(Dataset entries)
====================
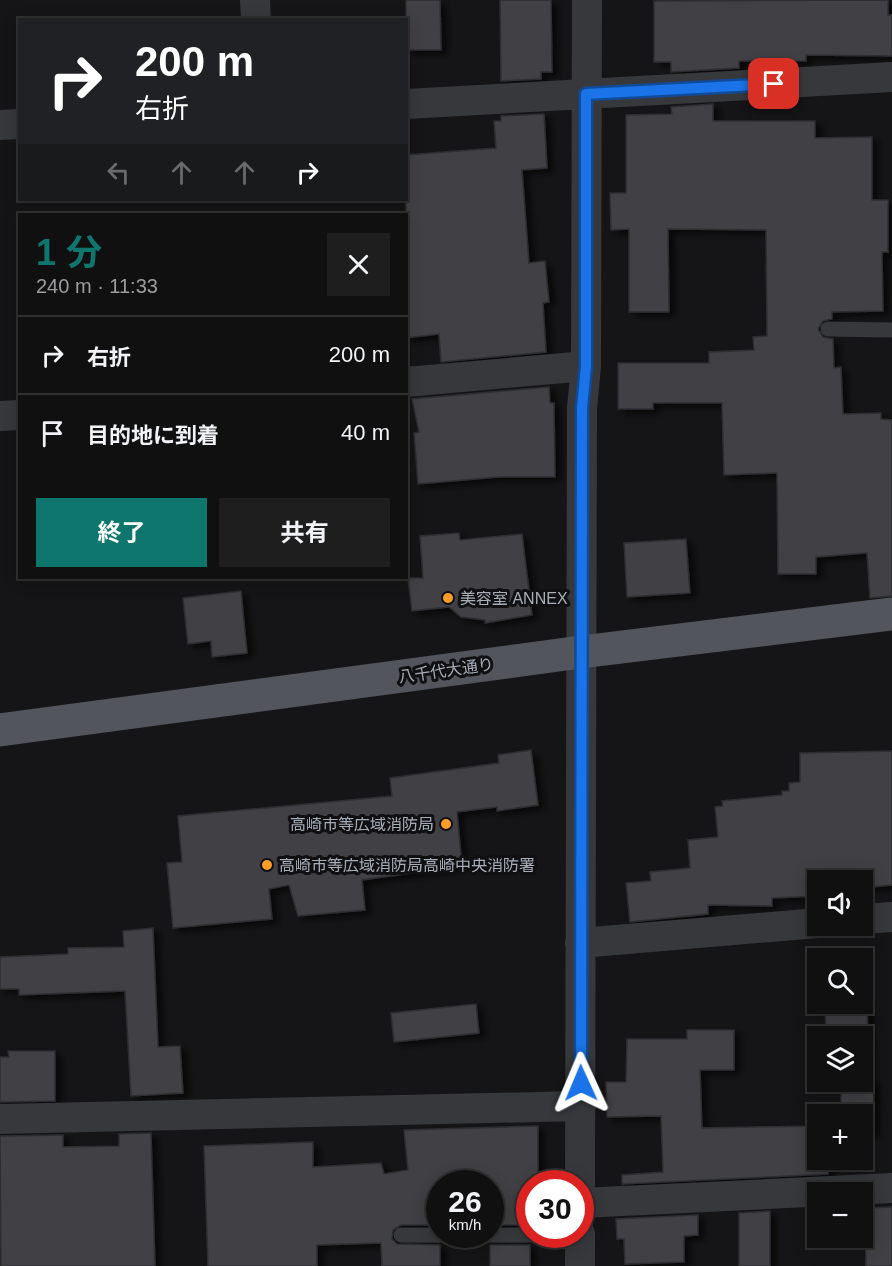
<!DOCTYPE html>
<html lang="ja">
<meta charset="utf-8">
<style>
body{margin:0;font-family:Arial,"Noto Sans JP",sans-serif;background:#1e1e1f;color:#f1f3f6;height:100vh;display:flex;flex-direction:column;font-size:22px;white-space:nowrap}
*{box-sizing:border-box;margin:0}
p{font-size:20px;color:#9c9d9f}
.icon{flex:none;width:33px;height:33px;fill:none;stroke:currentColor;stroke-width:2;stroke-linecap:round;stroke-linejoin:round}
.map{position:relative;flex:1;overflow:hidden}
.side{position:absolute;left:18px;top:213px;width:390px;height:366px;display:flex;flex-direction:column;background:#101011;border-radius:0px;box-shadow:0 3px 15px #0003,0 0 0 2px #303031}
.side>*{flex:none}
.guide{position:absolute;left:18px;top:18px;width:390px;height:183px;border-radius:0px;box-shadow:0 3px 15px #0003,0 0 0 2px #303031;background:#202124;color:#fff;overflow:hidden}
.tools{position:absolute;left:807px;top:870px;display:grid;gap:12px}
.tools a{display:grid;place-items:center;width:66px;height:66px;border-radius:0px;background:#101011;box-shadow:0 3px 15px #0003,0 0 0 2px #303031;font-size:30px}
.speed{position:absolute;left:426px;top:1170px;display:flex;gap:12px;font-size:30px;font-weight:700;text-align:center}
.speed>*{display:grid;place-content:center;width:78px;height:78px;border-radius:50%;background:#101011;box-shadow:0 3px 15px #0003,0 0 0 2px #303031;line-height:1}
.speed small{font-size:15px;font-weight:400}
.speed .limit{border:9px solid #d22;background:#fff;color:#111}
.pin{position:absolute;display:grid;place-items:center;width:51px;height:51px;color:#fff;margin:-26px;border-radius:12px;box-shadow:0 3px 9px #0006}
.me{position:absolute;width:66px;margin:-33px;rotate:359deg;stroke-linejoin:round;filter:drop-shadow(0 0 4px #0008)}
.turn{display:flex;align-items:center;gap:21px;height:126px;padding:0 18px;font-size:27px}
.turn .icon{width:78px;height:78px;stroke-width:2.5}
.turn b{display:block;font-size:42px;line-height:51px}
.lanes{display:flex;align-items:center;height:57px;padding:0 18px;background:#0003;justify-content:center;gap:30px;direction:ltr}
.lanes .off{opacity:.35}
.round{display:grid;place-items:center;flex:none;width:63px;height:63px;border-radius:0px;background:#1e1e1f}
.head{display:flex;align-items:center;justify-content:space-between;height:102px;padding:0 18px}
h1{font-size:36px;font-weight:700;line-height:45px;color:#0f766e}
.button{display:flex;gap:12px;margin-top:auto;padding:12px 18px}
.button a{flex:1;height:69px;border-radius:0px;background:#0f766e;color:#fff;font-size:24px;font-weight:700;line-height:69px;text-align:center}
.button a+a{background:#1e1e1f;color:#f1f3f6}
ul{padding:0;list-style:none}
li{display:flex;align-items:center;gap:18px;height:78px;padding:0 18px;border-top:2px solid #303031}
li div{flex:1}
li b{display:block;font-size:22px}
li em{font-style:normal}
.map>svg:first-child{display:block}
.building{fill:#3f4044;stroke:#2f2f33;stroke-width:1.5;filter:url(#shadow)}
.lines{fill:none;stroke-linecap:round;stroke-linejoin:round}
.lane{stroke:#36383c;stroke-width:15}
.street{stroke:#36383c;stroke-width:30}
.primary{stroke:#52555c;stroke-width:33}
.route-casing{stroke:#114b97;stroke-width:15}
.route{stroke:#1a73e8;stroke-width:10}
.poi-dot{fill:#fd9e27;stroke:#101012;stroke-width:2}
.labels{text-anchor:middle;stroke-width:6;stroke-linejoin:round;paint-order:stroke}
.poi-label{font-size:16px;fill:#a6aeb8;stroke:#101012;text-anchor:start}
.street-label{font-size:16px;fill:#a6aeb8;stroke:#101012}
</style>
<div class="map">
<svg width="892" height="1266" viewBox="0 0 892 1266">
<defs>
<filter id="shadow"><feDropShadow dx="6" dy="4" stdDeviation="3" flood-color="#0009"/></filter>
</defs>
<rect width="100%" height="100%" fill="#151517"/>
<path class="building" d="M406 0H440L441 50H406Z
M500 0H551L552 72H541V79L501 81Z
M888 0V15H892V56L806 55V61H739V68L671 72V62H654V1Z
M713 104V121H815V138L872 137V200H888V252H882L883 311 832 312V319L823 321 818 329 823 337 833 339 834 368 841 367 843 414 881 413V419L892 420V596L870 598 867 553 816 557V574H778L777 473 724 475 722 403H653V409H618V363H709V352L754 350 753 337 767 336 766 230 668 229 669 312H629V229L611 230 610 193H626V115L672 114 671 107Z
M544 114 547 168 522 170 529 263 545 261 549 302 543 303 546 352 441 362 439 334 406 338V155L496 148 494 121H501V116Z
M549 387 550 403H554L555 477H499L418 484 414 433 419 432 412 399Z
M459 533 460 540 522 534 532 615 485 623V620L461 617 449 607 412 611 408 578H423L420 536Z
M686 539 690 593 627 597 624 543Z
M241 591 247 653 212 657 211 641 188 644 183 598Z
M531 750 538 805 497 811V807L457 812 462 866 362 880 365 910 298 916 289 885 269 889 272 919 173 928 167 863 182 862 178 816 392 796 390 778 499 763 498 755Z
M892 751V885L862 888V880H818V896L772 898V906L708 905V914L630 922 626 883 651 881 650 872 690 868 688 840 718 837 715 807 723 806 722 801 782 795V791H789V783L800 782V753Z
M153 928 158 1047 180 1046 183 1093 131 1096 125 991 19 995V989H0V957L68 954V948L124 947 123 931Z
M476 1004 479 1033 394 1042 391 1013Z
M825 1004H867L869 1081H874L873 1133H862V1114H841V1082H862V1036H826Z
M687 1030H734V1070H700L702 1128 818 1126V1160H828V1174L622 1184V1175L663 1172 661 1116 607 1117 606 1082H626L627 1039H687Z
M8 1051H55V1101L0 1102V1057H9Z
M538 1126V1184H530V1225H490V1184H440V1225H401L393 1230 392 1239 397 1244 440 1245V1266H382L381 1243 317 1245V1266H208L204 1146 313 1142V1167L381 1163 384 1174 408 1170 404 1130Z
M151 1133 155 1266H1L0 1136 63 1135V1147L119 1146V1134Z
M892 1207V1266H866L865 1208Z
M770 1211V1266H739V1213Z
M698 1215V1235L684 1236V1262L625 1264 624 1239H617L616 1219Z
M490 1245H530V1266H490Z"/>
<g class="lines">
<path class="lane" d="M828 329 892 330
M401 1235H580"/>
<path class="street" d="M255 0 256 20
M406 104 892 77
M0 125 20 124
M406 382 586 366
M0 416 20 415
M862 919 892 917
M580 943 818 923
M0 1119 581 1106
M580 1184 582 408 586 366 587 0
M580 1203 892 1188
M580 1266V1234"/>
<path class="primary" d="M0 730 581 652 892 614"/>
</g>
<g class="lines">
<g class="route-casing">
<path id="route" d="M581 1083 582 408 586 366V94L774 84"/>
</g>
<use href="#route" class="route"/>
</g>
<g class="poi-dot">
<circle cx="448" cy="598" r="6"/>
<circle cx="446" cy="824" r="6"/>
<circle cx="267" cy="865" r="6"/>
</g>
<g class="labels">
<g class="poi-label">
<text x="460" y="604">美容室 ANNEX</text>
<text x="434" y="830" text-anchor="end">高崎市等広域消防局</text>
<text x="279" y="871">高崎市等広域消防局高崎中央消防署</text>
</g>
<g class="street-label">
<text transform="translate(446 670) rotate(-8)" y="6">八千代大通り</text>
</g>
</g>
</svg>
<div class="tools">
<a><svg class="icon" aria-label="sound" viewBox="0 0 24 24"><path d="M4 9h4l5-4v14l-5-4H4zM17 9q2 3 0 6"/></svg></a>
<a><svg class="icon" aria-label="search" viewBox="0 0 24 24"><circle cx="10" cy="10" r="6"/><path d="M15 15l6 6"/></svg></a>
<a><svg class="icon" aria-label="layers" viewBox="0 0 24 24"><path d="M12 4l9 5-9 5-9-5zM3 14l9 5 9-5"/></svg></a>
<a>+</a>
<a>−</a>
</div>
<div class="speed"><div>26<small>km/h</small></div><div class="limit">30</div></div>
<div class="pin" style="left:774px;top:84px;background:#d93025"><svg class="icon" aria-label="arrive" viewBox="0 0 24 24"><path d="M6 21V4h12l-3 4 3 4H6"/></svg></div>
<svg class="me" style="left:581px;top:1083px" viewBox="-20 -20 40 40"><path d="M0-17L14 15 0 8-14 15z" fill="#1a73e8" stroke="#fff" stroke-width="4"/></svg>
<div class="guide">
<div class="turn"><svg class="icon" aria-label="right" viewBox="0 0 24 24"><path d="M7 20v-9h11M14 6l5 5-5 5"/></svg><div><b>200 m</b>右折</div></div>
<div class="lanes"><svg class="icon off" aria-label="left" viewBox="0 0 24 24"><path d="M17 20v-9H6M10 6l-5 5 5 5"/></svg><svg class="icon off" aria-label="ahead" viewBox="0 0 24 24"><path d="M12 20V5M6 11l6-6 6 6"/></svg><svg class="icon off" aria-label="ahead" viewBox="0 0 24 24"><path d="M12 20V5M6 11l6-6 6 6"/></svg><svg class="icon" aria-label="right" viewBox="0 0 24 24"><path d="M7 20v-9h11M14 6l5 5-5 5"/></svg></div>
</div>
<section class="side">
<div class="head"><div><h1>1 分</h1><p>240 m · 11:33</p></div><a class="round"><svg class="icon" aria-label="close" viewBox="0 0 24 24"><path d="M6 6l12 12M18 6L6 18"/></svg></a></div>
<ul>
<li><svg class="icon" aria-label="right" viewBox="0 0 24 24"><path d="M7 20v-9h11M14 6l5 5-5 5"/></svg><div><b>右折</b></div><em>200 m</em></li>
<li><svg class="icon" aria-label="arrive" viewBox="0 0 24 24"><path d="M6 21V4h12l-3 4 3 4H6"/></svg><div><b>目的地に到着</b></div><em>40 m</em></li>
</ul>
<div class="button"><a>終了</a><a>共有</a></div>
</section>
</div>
====================
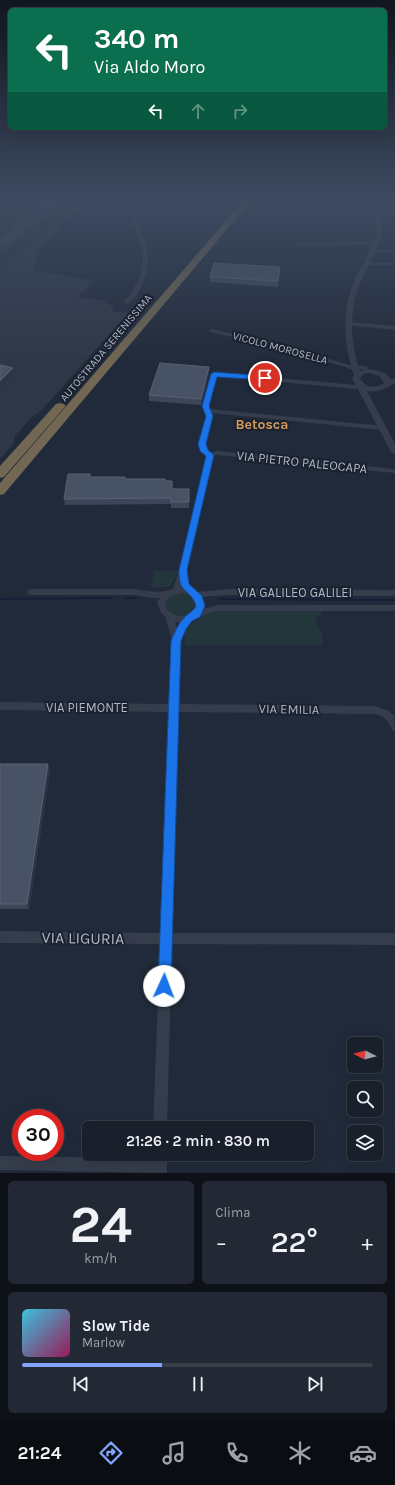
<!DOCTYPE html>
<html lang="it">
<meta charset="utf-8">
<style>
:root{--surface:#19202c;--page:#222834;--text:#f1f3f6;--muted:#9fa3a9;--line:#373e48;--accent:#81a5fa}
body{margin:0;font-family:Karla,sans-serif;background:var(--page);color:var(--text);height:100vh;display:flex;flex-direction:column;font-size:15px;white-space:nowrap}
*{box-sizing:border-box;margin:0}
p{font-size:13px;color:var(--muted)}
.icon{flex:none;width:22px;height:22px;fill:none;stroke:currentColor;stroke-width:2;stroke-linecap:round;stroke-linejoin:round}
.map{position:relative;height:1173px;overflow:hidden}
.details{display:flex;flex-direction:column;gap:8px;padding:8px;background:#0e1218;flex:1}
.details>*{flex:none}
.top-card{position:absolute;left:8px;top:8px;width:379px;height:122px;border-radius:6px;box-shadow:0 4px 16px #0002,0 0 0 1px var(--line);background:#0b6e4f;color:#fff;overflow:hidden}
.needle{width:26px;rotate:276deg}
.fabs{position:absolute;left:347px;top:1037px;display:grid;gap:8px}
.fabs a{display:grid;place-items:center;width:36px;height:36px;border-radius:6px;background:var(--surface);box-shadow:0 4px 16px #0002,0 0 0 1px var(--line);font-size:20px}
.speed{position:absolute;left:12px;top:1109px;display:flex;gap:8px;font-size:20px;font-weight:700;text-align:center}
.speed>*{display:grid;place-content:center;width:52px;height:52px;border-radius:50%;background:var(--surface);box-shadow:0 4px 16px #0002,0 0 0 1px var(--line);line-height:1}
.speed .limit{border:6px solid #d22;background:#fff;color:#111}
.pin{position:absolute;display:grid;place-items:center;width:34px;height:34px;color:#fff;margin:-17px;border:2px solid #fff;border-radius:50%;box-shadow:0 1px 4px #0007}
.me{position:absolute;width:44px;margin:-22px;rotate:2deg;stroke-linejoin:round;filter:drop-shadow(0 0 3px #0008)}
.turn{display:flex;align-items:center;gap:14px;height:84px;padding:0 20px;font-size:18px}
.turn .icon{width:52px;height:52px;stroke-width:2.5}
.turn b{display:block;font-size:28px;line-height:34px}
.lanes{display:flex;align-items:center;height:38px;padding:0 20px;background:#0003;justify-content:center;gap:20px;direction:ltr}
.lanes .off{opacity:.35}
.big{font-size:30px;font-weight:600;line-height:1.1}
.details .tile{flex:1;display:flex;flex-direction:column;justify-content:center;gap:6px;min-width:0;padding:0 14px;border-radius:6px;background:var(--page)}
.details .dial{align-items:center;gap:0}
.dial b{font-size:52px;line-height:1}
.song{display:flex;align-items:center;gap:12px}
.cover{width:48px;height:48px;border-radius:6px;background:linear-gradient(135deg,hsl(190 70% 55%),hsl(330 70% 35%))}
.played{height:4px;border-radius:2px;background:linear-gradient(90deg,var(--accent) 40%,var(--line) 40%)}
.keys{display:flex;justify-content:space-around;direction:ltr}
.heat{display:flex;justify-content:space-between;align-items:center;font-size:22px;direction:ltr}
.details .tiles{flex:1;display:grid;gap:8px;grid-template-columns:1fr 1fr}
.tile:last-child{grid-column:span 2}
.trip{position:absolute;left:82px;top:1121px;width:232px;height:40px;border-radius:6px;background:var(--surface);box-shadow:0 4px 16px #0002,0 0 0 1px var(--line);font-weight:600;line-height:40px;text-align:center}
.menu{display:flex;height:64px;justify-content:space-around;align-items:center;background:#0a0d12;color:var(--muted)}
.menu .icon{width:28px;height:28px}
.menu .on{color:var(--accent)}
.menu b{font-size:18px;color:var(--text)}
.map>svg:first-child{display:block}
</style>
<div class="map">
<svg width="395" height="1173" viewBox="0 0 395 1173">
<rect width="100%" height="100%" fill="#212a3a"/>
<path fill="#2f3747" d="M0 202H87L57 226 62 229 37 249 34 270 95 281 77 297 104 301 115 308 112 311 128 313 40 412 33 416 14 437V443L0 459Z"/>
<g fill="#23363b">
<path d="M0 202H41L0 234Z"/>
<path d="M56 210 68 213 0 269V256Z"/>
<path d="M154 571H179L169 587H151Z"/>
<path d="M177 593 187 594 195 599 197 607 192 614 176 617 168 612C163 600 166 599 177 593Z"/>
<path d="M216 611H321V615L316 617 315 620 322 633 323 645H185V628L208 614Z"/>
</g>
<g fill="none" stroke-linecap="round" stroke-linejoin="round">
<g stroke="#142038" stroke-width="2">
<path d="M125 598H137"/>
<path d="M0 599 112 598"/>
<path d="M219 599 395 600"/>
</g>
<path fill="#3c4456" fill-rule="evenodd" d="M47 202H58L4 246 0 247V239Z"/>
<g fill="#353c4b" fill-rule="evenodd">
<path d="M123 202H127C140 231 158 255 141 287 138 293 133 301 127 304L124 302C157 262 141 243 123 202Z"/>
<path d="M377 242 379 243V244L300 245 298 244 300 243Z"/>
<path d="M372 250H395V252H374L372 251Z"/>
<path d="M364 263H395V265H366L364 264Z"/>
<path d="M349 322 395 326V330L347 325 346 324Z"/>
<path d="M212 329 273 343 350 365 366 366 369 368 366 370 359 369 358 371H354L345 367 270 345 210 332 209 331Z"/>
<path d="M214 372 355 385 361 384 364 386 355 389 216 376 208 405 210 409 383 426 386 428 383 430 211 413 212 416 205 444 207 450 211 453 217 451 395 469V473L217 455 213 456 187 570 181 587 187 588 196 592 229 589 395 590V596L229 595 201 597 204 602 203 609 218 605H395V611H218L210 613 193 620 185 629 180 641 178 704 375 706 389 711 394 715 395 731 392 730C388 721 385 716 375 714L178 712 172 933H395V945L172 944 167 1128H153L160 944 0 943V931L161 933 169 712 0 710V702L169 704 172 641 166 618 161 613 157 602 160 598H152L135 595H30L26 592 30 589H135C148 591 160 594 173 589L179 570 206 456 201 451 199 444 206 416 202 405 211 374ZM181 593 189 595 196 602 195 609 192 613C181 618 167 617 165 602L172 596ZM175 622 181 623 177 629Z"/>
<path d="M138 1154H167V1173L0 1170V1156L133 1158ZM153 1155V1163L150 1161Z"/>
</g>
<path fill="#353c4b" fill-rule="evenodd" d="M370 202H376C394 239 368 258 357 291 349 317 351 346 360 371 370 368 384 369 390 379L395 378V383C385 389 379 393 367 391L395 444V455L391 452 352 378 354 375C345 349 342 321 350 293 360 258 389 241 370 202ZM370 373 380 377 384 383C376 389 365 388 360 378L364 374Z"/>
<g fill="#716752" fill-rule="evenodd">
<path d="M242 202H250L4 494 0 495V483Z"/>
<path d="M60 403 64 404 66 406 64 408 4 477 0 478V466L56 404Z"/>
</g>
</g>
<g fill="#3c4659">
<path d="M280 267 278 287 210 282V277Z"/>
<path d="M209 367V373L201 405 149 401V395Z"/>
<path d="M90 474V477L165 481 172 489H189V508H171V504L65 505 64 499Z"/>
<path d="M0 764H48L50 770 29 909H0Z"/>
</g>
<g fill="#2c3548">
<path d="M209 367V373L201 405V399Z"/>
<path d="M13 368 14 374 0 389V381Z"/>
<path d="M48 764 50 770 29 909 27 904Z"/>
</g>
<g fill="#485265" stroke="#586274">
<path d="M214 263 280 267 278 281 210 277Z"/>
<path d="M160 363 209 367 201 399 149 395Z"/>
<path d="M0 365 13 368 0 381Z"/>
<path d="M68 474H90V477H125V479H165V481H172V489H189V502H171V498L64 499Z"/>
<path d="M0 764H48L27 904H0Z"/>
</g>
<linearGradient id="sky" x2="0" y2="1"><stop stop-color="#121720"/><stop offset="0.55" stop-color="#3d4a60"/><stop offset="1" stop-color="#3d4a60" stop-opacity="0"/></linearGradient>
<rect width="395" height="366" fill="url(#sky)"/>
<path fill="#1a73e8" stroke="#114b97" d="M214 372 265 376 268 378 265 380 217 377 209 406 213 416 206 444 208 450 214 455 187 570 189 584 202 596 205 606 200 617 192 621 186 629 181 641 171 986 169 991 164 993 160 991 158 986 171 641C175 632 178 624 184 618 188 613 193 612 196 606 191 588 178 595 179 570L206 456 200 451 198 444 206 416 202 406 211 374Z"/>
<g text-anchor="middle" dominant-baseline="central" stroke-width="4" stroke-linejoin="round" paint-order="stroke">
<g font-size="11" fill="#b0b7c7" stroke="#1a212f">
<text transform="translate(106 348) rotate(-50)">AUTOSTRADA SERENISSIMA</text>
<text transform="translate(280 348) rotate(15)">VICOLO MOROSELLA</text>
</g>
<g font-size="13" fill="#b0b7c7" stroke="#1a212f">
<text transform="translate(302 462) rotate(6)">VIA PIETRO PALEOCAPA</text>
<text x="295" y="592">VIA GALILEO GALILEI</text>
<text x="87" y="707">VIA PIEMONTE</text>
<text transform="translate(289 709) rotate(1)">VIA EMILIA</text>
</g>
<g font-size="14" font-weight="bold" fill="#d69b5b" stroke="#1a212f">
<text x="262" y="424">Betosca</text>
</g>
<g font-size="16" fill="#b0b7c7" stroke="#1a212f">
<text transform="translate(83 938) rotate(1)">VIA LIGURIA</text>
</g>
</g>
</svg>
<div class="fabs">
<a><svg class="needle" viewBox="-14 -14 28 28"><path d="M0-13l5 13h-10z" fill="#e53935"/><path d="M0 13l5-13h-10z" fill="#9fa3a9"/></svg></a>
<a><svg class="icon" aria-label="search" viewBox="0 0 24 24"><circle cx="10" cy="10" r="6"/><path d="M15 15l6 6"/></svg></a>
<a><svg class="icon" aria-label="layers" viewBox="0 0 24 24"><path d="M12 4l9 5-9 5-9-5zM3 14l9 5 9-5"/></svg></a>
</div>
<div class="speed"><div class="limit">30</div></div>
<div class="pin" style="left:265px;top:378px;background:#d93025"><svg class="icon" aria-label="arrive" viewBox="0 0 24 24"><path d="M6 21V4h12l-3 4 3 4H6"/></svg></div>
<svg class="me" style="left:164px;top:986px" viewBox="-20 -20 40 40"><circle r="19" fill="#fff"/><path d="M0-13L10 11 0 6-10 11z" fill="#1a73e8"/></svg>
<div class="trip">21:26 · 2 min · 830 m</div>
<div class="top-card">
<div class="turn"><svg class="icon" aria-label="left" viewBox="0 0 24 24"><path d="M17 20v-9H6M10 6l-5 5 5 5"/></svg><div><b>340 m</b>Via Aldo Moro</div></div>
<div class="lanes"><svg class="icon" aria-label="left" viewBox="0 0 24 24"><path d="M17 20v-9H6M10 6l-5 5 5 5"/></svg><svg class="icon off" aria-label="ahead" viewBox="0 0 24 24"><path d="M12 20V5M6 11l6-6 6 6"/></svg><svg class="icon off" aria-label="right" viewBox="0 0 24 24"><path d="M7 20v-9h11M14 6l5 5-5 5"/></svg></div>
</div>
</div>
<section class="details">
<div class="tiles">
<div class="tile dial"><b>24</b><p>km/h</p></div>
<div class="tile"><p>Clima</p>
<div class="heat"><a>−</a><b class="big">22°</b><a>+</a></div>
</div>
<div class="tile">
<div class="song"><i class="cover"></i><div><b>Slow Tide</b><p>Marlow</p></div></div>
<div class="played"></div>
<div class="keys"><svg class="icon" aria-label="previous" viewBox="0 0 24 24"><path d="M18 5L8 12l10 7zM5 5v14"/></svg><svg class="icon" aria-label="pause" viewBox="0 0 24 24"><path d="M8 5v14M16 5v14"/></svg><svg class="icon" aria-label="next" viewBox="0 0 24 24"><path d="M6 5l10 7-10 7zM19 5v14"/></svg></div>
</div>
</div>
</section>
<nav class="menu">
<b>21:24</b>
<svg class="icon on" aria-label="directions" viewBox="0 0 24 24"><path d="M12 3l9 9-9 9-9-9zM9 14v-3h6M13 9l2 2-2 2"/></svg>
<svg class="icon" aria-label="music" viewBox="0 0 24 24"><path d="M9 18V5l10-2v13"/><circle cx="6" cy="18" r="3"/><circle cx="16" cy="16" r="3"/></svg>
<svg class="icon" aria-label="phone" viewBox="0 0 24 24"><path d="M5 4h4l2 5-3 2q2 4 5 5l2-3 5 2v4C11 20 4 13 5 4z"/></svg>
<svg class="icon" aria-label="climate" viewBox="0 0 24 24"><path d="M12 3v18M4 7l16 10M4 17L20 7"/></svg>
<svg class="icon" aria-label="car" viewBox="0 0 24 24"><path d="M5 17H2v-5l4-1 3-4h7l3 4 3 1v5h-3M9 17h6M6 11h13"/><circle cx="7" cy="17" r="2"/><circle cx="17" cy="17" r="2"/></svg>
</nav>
====================
§ Requirement
Would you give the number of lines above that hold "currentColor"? Only the number is needed.

§ Finished task
2